State how many lines in the following entries hold the word "screenshot". The reply is that number only.

Data section section start

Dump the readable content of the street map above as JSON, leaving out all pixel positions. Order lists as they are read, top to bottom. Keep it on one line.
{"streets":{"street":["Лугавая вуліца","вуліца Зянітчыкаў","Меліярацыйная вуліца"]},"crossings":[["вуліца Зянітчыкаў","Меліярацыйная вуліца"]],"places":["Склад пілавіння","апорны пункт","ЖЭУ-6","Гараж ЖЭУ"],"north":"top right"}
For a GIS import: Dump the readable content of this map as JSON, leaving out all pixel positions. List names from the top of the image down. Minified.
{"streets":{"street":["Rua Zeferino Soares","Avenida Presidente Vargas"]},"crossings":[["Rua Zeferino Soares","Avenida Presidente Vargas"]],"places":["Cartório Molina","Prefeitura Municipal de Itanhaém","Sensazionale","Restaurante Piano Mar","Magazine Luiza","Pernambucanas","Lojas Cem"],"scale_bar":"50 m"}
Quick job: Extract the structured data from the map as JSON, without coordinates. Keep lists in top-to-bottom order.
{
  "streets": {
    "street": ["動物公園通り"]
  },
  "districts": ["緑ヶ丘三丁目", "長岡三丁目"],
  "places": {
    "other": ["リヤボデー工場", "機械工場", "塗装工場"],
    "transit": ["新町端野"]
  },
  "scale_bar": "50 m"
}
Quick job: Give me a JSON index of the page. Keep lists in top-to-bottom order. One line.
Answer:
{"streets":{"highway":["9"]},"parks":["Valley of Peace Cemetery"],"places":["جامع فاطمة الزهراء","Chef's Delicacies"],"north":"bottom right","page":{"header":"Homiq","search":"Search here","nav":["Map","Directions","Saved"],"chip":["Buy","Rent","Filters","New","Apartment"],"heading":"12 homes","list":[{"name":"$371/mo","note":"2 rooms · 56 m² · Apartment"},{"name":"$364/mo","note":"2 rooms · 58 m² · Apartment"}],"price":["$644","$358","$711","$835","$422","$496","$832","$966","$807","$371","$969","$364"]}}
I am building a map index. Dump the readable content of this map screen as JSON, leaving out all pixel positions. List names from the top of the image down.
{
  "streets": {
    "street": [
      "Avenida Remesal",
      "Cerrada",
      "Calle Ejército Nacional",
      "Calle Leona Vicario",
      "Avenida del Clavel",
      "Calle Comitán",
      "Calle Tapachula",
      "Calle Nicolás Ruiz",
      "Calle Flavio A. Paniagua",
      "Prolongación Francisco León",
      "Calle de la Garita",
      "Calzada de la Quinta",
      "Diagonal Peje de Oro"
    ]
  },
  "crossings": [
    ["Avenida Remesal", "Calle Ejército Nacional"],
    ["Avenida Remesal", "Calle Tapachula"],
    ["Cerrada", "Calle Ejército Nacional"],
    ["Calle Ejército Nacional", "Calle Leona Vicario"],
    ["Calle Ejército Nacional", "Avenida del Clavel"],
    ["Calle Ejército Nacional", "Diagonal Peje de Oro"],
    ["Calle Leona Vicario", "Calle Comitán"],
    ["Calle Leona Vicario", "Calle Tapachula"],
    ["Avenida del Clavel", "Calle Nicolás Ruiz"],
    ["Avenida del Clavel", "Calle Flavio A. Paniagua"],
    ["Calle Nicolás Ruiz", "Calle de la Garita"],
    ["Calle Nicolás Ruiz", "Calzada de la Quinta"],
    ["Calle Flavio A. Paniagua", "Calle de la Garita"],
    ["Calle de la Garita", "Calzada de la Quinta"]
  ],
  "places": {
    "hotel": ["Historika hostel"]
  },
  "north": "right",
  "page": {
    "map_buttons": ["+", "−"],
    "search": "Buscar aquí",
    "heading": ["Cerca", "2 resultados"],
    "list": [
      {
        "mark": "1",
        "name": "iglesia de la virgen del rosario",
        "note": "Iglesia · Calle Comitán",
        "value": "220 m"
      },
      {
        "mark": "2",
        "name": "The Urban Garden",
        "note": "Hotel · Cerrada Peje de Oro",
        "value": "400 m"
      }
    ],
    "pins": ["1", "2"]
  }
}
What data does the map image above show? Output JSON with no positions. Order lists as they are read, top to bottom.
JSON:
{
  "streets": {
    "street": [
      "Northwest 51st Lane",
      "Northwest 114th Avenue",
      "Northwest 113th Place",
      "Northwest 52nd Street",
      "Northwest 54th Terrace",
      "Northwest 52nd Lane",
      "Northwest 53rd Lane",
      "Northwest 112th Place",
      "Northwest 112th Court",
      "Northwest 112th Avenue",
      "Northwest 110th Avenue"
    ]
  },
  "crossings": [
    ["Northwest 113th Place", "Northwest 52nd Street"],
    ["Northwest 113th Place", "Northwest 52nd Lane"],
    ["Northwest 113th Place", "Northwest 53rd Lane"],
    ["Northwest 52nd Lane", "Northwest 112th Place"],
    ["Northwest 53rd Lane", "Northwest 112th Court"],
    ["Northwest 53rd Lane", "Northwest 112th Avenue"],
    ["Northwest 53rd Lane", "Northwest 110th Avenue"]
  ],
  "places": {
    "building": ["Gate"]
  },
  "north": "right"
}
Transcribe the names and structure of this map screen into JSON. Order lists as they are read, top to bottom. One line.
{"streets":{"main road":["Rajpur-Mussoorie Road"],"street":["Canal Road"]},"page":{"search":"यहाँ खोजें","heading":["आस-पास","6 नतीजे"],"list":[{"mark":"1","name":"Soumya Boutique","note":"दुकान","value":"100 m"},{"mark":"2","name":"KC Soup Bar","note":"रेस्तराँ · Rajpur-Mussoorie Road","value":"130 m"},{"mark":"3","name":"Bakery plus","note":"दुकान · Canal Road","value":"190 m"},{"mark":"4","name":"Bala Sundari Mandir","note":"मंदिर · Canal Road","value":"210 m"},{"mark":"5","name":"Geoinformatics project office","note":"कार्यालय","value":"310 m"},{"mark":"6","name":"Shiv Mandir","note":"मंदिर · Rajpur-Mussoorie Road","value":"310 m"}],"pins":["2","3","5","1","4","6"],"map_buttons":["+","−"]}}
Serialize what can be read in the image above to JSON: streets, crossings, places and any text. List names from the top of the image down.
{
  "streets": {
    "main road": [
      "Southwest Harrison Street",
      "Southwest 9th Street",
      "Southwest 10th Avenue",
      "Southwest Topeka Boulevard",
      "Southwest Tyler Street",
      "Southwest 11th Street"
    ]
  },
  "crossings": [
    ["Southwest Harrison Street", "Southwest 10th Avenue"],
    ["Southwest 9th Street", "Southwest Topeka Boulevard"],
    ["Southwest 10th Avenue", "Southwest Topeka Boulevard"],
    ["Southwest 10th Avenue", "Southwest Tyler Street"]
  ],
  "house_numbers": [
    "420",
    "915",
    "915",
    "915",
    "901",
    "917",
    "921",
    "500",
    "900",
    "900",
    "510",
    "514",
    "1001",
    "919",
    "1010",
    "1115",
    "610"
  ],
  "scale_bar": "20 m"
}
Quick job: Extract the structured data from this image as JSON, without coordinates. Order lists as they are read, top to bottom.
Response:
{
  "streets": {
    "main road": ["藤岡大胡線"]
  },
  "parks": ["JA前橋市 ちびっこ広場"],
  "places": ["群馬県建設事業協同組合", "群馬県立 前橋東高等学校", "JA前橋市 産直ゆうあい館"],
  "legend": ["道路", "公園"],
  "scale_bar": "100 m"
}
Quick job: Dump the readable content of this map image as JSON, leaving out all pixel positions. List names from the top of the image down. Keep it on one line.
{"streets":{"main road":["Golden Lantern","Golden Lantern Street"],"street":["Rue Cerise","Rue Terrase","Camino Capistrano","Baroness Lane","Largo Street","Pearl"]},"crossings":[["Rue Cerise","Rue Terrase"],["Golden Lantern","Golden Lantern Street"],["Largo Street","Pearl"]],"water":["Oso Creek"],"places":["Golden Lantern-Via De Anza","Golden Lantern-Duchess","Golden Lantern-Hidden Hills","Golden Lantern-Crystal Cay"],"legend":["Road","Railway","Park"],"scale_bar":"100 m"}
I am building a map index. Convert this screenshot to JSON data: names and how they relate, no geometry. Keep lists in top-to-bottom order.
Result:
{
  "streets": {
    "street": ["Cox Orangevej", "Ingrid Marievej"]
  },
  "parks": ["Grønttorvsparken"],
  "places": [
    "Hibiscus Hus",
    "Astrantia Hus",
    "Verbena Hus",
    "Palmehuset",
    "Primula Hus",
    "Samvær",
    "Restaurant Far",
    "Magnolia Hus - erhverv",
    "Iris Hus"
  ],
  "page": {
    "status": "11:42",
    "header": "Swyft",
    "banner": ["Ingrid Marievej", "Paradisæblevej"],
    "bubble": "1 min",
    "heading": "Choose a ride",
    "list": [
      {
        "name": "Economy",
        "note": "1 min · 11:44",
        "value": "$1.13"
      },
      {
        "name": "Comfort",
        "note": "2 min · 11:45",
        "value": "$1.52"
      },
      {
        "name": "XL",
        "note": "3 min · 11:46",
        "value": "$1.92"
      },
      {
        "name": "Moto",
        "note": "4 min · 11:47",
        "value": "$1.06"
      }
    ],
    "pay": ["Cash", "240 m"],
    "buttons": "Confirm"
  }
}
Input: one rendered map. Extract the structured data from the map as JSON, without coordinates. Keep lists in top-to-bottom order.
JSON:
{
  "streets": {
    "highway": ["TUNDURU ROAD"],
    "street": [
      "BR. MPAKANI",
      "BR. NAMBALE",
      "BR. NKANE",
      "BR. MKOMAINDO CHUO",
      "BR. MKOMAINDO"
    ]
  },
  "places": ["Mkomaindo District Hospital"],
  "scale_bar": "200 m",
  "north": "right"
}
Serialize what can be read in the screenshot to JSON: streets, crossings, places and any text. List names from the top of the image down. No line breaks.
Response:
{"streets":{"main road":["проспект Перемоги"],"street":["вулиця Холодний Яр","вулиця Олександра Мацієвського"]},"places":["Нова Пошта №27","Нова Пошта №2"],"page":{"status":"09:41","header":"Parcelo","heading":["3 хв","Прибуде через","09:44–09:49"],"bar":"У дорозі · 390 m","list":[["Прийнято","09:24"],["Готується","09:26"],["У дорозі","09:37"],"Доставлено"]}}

Data section section end

_Task solution_. 2